------ DATA SECTION

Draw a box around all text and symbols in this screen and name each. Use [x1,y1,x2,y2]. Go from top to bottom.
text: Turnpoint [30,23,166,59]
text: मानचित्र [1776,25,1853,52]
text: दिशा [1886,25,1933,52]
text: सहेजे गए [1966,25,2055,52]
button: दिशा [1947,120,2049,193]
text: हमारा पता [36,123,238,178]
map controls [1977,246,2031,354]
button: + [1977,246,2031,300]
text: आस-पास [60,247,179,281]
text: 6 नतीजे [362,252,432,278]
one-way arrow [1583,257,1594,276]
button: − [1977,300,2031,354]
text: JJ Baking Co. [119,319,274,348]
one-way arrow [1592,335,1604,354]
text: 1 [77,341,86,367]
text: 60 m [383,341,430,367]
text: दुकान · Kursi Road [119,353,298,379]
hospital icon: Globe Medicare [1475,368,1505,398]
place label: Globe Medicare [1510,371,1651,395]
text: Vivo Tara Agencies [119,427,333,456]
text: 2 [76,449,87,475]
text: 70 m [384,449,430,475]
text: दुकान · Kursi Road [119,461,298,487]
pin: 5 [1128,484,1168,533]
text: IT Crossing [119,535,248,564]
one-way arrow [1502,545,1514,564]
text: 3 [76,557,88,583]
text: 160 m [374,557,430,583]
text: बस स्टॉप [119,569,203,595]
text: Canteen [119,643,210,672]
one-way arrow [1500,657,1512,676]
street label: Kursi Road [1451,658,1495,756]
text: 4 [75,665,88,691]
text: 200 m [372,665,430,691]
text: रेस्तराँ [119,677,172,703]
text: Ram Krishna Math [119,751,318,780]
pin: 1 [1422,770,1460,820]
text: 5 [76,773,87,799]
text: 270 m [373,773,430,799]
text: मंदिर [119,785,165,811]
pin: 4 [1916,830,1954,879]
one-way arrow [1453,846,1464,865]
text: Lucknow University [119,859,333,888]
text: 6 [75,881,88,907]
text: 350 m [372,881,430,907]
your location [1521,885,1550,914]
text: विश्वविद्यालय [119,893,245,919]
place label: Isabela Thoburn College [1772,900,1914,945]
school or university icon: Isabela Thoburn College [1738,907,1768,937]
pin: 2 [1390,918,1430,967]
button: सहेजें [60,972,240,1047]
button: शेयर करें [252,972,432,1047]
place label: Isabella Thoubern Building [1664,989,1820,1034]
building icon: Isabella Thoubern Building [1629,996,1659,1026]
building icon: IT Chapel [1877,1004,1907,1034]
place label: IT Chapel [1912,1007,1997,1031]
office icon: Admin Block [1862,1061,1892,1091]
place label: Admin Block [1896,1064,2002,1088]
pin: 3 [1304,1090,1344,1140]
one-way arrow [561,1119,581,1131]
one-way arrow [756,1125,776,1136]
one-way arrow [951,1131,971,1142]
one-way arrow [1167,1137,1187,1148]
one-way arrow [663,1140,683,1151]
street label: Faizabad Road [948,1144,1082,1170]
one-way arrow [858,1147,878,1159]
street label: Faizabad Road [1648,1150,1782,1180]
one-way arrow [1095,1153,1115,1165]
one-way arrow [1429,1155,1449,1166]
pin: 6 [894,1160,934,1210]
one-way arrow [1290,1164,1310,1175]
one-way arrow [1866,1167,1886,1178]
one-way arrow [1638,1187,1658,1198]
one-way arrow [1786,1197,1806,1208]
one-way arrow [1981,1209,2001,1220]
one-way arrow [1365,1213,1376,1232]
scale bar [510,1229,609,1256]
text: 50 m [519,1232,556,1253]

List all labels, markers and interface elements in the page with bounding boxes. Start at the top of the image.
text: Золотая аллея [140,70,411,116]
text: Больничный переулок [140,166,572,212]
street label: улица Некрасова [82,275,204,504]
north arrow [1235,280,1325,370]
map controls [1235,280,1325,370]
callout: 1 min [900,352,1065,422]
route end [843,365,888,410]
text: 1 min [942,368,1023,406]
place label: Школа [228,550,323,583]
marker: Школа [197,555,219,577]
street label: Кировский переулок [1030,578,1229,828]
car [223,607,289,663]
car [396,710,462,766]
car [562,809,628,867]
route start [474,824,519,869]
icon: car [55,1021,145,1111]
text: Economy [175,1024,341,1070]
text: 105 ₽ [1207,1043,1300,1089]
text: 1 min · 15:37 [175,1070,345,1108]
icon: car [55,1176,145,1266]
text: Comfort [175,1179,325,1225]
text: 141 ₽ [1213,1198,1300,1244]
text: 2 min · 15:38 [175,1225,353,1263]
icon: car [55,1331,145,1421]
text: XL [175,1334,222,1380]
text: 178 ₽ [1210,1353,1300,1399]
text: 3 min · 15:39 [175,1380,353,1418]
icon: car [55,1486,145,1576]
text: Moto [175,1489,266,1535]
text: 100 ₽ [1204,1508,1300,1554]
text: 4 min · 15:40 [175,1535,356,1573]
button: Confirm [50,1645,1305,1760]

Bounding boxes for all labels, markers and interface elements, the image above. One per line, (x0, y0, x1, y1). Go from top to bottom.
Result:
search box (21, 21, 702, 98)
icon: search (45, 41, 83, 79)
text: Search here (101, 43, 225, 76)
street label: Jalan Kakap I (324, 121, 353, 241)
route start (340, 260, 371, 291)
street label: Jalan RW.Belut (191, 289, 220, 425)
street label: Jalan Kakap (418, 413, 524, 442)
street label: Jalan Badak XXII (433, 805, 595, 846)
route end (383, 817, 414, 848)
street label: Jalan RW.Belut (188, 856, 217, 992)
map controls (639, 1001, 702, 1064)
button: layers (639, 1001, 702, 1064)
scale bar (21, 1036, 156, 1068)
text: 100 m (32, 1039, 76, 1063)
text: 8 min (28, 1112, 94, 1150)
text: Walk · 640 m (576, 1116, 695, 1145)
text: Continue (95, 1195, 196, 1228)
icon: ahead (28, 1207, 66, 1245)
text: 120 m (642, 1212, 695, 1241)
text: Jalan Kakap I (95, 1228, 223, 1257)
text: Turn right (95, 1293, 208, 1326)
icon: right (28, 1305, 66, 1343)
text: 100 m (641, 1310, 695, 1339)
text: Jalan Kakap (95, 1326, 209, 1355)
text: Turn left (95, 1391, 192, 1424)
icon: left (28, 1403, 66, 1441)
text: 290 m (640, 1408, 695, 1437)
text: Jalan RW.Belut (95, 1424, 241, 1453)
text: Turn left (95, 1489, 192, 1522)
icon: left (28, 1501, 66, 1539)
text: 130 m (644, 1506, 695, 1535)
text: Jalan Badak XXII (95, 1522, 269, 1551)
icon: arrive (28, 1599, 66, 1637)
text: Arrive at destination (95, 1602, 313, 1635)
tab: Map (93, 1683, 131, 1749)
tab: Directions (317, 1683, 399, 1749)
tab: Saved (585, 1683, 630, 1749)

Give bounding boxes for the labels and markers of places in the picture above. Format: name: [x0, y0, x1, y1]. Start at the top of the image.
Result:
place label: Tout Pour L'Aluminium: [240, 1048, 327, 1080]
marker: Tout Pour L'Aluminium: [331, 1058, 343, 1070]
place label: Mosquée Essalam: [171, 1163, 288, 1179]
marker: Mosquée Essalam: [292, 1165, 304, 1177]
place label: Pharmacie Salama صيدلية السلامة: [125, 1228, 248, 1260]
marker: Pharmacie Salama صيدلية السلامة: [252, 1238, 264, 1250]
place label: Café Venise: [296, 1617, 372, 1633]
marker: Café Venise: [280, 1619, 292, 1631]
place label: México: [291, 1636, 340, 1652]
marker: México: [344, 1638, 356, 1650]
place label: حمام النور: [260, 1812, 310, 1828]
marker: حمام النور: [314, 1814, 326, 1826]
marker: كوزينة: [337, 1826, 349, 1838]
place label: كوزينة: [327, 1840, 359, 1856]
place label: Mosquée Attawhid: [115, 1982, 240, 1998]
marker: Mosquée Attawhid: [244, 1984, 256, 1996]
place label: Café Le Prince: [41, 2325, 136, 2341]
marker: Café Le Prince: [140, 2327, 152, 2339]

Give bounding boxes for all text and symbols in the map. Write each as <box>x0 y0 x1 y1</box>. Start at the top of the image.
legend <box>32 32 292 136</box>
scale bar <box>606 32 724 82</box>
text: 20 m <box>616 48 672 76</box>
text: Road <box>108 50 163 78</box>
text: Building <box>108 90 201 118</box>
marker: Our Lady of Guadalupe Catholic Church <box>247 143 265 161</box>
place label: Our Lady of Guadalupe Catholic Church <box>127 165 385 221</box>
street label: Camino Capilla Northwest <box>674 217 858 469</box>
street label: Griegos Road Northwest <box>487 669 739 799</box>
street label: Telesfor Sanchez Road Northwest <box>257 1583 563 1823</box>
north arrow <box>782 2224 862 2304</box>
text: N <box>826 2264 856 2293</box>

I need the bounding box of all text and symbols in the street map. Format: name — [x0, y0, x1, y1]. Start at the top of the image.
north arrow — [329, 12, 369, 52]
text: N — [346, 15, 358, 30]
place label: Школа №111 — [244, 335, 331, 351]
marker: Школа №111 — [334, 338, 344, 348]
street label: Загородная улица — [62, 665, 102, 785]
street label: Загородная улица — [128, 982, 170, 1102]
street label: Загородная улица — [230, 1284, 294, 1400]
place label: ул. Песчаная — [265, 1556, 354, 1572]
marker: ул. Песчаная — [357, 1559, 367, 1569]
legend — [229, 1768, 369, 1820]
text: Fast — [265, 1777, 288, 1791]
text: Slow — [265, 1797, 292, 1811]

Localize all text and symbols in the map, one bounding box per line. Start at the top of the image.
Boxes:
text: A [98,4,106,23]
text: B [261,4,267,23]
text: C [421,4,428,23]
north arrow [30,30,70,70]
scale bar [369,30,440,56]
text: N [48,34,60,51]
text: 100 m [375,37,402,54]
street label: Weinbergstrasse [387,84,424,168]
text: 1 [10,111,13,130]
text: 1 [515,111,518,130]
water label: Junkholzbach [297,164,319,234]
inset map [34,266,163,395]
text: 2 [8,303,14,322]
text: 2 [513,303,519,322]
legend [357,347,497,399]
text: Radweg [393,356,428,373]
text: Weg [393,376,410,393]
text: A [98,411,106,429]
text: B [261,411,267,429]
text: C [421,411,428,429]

------------

## WORK INSTRUCTIONS
Run a filter over the data above and keep each line that contains the word "Lady".

## RESPONSE AREA
marker: Our Lady of Guadalupe Catholic Church <box>247 143 265 161</box>
place label: Our Lady of Guadalupe Catholic Church <box>127 165 385 221</box>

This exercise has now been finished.